If there’s one word that describes the Northern Mockingbird, it’s got to be “personality” — and mockingbirds have lots of it! Found all over the U.S., the mockingbird has a rather tentative relationship with some backyard birders. This could be due to a number of “interesting” traits that don’t always make him a birder’s favorite.
One typical mockingbird characteristic is that he’s highly territorial. He loves to show off, making his presence known by perching boldly at the top of large shrubs and small trees. And if a mockingbird has claimed a spot near your bird feeders, just give up and move the feeder. He’ll never tire of aggressively diving at other birds in an effort to chase them away. The mockingbird doesn’t want the seeds; he’s an insect-eater. He’s just a tad particular about neighbors and visitors.
One mockingbird I know lives in a flowering crabapple in a Sam’s Club parking lot. He’s been there every summer for several years and every time I park near that tree, I’m never disappointed. There he is, surveying his little kingdom. The only other birds I ever see nearby are those irrepressible House Sparrows — he’s chased every other bird off. That’s a mockingbird for you!
Another one of a mockingbird’s little quirks is his penchant for singing at night. Oh, and what a wonderfully long, loud and varied song he has! The mockingbird is an excellent mimic! He can copy and repeat (over and over again) the lilting tune of a warbler, the clucking of a robin or the cawing and clicking of a crow! Mix in the sweet cadence of a Veery’s song and you have a performance that has no match. Of course this is absolutely delightful on a balmy summer evening as you relax on the porch. But good luck getting any shut-eye if it’s going on outside your bedroom window at 11 p.m.!
And although he’s decked in mostly gray plumage, the mockingbird is anything but dull. When you see him in flight, the first thing you’ll notice are his flashy, bright, white wing patches. And he knows how to use them! The mockingbird will use his patches in territorial displays to intimidate other birds, and then instantly turn into a charmer, flashing those lovely whites at a prospective mate.

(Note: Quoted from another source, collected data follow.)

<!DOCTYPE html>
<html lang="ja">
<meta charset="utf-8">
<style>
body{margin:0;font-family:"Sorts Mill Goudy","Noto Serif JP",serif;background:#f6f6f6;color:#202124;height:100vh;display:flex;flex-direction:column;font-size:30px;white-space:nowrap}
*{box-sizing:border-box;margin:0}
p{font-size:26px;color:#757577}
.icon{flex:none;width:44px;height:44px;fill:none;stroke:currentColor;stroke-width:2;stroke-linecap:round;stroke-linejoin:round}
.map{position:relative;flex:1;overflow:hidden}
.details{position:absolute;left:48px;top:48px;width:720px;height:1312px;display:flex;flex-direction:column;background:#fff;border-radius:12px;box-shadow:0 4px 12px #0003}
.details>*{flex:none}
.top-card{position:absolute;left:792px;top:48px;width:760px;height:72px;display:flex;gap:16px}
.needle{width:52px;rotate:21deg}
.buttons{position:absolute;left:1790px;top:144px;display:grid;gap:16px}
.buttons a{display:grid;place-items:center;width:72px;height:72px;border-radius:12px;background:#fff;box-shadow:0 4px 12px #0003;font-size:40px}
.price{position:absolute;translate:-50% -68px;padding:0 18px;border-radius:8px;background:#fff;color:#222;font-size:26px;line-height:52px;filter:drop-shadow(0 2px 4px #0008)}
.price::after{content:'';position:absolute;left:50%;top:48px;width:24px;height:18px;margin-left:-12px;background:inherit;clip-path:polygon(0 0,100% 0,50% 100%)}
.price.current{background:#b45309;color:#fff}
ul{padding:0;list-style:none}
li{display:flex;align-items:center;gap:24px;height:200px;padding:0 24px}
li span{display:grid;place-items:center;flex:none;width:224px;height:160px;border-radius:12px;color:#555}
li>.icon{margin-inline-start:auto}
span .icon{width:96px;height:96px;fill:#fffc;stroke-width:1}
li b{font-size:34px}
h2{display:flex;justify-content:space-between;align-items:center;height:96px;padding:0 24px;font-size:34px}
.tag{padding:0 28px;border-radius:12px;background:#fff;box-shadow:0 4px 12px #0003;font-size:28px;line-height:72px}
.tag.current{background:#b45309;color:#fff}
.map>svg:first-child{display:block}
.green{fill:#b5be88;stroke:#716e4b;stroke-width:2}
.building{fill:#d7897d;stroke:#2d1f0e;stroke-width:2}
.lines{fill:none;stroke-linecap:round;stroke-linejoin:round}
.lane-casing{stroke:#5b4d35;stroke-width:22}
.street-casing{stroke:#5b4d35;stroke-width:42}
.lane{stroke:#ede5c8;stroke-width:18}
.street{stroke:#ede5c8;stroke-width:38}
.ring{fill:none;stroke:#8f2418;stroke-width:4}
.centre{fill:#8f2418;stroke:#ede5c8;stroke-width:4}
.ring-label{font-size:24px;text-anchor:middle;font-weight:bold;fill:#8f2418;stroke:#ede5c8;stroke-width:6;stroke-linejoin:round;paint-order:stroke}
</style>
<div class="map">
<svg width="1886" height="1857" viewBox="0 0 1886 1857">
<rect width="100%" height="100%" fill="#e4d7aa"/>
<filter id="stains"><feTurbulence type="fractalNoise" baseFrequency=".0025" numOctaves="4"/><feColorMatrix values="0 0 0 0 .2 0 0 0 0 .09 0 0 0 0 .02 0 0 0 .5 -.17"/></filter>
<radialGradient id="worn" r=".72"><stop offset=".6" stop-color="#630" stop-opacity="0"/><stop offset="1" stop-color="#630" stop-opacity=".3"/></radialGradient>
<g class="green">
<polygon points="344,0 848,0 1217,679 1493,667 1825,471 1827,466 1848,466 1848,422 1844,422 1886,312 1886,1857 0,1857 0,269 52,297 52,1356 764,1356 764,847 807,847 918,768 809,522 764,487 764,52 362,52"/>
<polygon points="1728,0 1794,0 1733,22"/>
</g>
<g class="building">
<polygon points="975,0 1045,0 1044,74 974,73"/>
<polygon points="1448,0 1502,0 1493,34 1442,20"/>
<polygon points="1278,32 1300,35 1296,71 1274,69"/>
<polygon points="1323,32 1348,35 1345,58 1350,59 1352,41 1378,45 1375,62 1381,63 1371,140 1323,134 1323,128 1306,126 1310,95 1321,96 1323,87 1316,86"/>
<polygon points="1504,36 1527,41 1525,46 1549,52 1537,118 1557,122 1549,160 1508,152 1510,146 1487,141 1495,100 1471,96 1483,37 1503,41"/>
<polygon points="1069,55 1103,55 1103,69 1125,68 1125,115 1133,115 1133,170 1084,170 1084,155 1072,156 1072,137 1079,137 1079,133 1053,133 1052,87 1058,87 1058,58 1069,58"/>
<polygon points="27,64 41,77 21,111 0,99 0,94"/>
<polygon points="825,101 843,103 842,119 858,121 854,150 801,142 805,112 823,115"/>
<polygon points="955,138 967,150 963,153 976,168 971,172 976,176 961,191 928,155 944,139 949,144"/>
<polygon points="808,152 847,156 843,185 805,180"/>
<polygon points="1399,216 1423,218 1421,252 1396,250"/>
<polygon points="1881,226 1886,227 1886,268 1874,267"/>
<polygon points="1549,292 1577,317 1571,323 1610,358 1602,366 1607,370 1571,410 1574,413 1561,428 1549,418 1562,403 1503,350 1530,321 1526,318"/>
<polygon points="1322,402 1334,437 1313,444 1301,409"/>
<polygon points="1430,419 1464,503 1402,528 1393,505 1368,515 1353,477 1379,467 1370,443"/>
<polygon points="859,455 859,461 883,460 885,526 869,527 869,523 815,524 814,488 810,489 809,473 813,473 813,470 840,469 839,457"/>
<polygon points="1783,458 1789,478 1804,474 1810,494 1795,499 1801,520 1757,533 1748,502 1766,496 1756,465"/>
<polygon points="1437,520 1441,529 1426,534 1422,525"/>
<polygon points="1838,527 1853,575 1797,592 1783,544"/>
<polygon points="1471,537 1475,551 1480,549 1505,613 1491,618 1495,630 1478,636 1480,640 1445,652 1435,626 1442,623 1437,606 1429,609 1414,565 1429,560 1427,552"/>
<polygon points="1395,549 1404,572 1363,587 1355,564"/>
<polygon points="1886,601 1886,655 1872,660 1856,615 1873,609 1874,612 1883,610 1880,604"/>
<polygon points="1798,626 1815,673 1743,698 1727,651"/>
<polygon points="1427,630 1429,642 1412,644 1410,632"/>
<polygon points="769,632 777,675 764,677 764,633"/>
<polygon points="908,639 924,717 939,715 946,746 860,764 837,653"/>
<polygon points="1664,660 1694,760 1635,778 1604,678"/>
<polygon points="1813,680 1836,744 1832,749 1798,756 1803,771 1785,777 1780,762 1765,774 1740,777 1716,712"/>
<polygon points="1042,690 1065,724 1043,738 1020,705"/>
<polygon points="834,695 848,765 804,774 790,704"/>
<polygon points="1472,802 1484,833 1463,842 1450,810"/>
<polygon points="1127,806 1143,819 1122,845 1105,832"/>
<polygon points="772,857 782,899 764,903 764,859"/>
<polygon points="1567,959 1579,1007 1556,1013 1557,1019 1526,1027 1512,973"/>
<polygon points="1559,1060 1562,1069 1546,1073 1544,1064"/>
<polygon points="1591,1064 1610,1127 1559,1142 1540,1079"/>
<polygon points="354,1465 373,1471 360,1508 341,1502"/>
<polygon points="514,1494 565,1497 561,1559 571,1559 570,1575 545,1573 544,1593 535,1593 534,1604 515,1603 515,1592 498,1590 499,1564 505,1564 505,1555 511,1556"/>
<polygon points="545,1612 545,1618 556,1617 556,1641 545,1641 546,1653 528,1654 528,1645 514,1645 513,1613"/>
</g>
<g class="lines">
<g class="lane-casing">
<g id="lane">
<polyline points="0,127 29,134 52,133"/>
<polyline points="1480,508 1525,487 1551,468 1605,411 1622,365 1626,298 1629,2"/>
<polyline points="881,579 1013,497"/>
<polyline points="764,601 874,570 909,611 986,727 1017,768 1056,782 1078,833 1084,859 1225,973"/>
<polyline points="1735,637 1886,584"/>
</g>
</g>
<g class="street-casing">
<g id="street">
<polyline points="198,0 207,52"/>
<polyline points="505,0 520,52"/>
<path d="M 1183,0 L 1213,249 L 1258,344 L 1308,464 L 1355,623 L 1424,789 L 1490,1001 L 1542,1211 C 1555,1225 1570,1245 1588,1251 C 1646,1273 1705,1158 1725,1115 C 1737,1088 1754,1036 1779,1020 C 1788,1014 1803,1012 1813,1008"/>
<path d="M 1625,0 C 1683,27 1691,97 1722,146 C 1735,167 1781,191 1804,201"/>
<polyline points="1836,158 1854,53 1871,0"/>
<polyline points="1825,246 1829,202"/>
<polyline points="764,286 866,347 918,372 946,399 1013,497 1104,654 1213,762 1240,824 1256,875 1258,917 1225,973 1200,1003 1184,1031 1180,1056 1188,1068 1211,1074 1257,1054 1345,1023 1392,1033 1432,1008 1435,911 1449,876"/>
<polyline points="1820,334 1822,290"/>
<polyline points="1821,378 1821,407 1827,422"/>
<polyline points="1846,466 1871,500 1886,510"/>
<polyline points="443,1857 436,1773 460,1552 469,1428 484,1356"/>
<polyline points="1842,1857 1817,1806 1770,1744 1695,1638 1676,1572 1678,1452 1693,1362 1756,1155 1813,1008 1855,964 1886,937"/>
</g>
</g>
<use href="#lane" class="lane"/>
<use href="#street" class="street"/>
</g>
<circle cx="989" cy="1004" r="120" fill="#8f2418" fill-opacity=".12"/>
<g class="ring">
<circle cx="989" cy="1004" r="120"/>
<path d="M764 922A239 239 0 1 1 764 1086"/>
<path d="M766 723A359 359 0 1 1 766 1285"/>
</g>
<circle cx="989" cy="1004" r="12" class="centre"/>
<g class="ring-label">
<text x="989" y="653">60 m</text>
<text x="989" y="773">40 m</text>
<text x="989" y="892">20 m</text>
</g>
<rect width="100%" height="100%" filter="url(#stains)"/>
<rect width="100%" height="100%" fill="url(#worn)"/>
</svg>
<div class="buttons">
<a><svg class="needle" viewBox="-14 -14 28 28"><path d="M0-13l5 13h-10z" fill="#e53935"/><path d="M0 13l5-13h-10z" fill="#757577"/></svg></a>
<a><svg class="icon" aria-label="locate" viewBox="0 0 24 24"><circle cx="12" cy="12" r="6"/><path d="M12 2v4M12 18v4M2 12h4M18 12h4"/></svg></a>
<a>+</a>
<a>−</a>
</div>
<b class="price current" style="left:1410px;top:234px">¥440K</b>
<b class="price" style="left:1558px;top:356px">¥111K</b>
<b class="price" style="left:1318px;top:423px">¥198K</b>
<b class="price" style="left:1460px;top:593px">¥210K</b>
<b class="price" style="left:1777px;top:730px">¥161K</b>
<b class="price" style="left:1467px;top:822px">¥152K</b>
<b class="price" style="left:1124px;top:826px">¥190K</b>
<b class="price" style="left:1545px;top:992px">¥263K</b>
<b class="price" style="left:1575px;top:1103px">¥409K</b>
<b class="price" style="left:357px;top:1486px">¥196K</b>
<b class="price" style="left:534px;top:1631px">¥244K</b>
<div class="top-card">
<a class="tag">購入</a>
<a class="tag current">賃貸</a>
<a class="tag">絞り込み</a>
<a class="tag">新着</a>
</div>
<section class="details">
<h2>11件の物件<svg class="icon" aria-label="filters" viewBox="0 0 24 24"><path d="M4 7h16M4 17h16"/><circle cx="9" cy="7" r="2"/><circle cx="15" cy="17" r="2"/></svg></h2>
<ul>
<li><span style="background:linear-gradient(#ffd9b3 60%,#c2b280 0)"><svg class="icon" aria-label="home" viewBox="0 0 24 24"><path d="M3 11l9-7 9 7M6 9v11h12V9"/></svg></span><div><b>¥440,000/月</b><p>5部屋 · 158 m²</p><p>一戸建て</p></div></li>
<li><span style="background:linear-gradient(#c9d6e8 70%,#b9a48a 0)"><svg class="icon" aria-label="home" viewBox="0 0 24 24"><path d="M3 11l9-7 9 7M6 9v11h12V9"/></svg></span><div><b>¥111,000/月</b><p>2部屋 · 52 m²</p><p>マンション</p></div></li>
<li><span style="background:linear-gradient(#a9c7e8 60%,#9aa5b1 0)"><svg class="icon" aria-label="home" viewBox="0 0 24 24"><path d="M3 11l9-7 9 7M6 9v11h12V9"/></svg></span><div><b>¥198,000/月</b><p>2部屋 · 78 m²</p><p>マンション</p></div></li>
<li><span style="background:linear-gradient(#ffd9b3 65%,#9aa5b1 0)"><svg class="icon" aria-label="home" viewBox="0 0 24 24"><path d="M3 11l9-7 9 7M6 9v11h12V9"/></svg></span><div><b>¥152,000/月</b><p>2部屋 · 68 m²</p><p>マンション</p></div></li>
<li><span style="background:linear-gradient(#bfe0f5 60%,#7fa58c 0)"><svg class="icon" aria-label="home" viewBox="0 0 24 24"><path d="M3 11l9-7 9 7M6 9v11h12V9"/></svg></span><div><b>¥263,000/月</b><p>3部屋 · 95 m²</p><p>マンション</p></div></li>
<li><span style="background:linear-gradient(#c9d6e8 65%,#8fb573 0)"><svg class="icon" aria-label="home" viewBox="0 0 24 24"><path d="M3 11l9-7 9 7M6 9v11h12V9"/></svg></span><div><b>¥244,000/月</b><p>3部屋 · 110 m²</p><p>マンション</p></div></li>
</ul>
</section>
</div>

Attracting a mockingbird (no, you can’t have more than one, unless it’s family!), is more a matter of having a suitable territory in your yard, rather than coaxing and tempting him with foods. However, mockingbirds do enjoy live insect foods and some fruits, such as apples, oranges and perhaps bits of banana skewered onto a fruit feeder or placed on a platform feeder. And if you are privileged to have the personable mockingbird claim your backyard as his territory, try to accept his antics and bravado — you’ll be rewarded with daily entertainment and nightly serenades!